### TASK OBJECTIVE
Please print the entries below exactly, from the line with "<!-- route casing -->" through the line with "<!-- street labels -->", including both of those lines and leaving out all others.

[[ RECORDS SHOWN, beginning ]]

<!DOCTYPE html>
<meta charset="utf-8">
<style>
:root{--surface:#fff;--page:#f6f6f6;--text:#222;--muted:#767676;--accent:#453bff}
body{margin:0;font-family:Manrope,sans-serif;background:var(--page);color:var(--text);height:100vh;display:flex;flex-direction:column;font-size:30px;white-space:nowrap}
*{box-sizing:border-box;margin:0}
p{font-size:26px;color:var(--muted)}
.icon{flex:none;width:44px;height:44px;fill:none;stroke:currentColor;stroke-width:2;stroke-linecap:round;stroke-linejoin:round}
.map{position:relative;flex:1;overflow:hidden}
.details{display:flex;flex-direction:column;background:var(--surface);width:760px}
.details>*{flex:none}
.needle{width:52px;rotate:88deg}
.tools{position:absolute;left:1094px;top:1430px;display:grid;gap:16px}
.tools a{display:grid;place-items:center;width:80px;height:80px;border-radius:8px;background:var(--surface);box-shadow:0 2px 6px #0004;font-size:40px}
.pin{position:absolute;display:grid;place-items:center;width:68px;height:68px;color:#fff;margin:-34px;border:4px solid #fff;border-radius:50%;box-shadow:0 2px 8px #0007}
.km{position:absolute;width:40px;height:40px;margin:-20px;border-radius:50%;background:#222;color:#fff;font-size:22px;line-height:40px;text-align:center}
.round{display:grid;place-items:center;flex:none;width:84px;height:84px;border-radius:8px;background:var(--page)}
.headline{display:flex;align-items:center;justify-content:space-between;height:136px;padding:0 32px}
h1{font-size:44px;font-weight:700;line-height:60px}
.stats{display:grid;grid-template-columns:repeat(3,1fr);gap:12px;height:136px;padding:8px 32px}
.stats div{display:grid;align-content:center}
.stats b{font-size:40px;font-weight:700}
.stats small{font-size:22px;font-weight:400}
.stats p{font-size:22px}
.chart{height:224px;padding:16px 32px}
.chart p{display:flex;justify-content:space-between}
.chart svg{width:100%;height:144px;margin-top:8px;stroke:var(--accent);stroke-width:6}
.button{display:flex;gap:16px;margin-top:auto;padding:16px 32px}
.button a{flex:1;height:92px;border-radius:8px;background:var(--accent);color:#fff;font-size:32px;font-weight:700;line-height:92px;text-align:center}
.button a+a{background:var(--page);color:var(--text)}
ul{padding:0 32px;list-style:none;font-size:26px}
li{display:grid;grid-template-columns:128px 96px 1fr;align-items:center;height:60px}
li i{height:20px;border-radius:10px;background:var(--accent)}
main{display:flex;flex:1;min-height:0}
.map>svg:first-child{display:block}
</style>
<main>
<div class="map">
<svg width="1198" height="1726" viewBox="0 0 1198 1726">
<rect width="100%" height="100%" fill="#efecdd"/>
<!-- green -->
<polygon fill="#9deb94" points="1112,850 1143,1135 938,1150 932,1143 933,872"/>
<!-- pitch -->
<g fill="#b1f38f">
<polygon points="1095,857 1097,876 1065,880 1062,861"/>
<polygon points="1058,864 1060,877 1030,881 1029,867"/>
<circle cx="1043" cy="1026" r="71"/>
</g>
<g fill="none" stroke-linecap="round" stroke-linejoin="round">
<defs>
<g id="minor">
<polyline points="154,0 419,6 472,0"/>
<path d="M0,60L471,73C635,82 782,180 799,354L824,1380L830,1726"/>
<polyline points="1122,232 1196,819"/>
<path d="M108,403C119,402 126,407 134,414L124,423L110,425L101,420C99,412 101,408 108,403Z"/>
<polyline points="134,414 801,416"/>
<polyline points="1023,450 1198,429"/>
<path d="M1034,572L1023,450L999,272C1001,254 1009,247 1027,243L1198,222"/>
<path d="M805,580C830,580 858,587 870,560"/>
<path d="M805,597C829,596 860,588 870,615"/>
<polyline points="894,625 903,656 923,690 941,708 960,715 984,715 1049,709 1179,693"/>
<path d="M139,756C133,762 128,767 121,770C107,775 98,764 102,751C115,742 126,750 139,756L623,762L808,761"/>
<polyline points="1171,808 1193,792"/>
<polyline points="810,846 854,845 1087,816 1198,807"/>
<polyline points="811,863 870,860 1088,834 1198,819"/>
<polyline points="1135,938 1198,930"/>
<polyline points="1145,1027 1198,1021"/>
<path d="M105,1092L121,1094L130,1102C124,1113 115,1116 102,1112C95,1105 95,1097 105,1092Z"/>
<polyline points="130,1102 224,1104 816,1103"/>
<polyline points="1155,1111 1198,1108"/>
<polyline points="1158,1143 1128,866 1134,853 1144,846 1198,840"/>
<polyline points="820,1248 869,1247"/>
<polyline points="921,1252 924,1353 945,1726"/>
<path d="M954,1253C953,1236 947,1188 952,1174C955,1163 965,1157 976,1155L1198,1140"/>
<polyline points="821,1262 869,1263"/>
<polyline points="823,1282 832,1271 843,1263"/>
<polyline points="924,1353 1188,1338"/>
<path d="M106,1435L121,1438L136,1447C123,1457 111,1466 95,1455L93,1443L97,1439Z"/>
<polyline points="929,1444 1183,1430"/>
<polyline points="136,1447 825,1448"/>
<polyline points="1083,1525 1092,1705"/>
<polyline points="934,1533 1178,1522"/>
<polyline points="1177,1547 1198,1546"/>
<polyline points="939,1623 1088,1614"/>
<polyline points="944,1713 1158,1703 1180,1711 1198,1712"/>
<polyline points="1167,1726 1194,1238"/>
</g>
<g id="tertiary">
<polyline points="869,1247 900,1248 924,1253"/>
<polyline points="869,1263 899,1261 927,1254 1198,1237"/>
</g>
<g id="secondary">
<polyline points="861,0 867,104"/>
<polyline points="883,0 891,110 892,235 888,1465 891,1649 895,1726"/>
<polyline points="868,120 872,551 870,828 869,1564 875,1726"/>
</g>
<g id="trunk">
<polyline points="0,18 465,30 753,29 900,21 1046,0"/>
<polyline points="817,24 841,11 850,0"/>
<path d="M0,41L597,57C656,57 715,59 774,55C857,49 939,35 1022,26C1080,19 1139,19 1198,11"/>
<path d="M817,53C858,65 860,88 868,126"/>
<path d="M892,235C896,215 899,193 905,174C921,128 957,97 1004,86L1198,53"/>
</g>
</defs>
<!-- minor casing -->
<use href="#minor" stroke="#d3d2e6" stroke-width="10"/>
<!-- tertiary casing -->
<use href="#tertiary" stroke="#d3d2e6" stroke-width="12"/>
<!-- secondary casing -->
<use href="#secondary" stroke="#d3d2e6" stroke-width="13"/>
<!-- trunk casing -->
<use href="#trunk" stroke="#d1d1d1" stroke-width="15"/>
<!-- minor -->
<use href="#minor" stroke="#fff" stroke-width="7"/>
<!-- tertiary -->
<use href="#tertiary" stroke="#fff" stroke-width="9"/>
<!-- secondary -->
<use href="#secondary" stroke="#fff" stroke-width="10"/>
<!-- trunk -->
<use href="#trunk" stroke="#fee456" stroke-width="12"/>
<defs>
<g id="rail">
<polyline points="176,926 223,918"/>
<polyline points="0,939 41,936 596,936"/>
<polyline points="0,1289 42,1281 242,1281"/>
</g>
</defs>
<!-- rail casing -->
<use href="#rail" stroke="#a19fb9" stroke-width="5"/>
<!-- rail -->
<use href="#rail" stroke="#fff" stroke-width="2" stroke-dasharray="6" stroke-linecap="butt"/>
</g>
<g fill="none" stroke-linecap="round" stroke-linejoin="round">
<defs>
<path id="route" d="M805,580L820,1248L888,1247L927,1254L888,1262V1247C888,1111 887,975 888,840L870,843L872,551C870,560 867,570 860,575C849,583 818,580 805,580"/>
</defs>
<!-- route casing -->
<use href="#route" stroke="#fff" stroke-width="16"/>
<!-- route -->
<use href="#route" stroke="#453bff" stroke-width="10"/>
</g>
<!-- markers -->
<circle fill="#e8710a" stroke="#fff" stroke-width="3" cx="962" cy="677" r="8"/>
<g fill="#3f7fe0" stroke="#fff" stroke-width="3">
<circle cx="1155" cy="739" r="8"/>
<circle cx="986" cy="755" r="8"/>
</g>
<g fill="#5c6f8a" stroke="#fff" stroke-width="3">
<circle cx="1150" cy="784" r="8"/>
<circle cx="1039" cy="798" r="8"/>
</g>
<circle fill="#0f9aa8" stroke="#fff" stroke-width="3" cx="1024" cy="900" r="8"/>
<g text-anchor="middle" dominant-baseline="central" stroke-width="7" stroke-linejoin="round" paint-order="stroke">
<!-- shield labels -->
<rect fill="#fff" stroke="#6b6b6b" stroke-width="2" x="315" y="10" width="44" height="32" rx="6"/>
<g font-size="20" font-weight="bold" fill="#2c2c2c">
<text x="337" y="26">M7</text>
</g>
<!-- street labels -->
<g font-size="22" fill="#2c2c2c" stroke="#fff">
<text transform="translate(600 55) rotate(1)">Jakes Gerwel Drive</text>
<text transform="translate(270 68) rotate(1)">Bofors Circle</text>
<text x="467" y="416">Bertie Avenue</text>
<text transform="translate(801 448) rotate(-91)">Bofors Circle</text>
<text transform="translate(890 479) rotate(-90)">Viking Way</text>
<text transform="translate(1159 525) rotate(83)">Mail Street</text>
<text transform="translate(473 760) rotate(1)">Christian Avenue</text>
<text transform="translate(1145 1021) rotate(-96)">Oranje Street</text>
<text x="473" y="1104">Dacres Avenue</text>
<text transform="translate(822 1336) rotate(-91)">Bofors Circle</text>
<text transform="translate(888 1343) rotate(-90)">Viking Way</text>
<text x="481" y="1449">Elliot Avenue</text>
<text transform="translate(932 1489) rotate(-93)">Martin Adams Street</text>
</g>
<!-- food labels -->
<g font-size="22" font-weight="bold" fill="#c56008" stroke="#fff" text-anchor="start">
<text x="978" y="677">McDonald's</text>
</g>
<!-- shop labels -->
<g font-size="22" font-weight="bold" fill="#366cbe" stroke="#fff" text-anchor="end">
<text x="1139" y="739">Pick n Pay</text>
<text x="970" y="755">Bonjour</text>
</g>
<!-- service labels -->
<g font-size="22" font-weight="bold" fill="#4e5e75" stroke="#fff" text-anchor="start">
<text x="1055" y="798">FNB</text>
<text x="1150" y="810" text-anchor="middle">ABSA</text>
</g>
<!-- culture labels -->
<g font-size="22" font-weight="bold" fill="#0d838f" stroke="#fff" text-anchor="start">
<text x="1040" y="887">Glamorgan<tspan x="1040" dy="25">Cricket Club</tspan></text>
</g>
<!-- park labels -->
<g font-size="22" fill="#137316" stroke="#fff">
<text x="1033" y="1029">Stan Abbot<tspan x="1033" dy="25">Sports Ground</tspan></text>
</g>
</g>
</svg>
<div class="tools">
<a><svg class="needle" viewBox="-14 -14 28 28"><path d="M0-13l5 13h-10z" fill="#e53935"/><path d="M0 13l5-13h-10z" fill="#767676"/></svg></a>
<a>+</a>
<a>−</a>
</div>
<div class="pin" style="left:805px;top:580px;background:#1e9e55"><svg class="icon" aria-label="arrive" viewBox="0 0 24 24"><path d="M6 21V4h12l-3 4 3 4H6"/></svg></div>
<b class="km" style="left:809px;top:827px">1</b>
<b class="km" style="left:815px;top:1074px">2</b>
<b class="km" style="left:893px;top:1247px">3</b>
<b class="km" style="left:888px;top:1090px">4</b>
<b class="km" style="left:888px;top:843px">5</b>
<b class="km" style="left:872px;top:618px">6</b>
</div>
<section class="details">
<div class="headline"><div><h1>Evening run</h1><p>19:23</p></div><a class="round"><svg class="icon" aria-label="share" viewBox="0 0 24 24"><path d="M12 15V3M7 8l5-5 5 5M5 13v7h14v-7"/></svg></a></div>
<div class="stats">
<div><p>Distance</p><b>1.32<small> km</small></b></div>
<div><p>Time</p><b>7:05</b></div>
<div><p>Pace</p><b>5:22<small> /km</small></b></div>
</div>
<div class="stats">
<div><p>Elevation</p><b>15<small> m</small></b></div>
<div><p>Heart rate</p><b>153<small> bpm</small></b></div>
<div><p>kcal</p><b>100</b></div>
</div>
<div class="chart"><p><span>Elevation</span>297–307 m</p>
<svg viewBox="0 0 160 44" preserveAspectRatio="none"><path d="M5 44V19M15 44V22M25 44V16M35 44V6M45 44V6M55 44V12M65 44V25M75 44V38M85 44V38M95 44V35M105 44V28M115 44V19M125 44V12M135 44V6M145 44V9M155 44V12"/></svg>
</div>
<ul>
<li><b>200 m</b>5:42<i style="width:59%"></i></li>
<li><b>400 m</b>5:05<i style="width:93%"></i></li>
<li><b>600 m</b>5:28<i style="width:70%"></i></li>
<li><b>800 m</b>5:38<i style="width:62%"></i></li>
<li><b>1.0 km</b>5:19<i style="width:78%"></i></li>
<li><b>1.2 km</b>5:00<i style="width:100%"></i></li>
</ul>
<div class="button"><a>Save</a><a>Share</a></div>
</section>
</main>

[[ RECORDS SHOWN, end ]]

### OUTPUT BELOW
<!-- route casing -->
<use href="#route" stroke="#fff" stroke-width="16"/>
<!-- route -->
<use href="#route" stroke="#453bff" stroke-width="10"/>
</g>
<!-- markers -->
<circle fill="#e8710a" stroke="#fff" stroke-width="3" cx="962" cy="677" r="8"/>
<g fill="#3f7fe0" stroke="#fff" stroke-width="3">
<circle cx="1155" cy="739" r="8"/>
<circle cx="986" cy="755" r="8"/>
</g>
<g fill="#5c6f8a" stroke="#fff" stroke-width="3">
<circle cx="1150" cy="784" r="8"/>
<circle cx="1039" cy="798" r="8"/>
</g>
<circle fill="#0f9aa8" stroke="#fff" stroke-width="3" cx="1024" cy="900" r="8"/>
<g text-anchor="middle" dominant-baseline="central" stroke-width="7" stroke-linejoin="round" paint-order="stroke">
<!-- shield labels -->
<rect fill="#fff" stroke="#6b6b6b" stroke-width="2" x="315" y="10" width="44" height="32" rx="6"/>
<g font-size="20" font-weight="bold" fill="#2c2c2c">
<text x="337" y="26">M7</text>
</g>
<!-- street labels -->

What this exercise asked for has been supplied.